Di tengah pertumbuhan jumlah penduduk yang terus meningkat pesat, Indonesia dihadapkan pada situasi yang tidak sederhana.
Angka kemiskinan di Indonesia tergolong masih tinggi sama dengan negara-negara berkembang lainnya. Prediksi yang mengatakan bahwa bonus demografi akan terjadi di Indonesia pada tahun 2045 harus disikapi secara kritis.

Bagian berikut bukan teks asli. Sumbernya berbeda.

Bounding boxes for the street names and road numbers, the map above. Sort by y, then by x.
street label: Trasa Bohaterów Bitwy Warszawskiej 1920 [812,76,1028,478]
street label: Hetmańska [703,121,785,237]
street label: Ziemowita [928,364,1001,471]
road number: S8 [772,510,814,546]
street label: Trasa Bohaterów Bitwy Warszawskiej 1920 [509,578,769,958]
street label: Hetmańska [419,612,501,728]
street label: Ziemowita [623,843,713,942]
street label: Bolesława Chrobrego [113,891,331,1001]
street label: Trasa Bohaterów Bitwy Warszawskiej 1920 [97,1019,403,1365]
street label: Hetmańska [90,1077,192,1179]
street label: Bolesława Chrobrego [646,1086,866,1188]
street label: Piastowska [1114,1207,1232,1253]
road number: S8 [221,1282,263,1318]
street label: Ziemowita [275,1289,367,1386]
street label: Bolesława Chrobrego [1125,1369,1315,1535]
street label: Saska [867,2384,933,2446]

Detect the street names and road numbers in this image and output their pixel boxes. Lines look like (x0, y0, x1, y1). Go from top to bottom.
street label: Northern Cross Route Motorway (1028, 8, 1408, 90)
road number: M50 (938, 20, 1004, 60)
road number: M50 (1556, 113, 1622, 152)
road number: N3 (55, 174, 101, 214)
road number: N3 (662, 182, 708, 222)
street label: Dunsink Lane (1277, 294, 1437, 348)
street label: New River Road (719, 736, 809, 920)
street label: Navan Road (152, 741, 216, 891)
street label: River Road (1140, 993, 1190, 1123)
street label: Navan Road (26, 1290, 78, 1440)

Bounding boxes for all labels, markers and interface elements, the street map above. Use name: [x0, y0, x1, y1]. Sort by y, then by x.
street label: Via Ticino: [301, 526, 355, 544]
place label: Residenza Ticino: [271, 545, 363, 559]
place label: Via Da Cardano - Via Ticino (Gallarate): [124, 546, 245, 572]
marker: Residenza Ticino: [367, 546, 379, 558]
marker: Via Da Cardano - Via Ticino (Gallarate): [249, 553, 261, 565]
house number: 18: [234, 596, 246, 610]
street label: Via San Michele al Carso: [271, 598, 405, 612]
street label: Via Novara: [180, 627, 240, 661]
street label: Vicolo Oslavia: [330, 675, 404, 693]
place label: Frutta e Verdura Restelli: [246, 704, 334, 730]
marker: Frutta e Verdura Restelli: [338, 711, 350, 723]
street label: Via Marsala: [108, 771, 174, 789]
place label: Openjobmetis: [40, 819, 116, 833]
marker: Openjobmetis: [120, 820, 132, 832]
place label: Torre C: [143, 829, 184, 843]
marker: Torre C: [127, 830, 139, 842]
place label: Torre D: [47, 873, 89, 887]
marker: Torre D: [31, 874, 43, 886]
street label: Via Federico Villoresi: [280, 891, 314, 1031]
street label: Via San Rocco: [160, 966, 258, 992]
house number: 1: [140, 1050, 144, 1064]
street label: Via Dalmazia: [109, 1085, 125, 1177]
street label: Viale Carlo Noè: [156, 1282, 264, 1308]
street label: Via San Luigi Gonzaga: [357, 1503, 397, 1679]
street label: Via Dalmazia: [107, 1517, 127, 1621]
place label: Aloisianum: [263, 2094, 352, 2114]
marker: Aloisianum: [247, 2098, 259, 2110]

Siapakah yang akan menikmati bonus demografi itu? Apakah bonus demografi akan dinikmati negara-negara produsen yang menjual produknya ke pasar "empuk" di Indonesia? Apakah bangsa kita hanya akan melahirkan generasi masyarakat miskin dengan produktivitas yang sangat rendah pada 2045?Â
Oleh sebab itu, perlu dilihat kembali bagaimana program perlindungan social dan penanggulangan kemiskinan serta kenaikan pendapatan per kapita menekan angka kemiskinan. Hal ini dilakukan agar dapat dievaluasi kembali dan dirumuskan model penanggulangan social dan pemberdayaan seperti apa yang paling efektif menekan angka kemiskinan.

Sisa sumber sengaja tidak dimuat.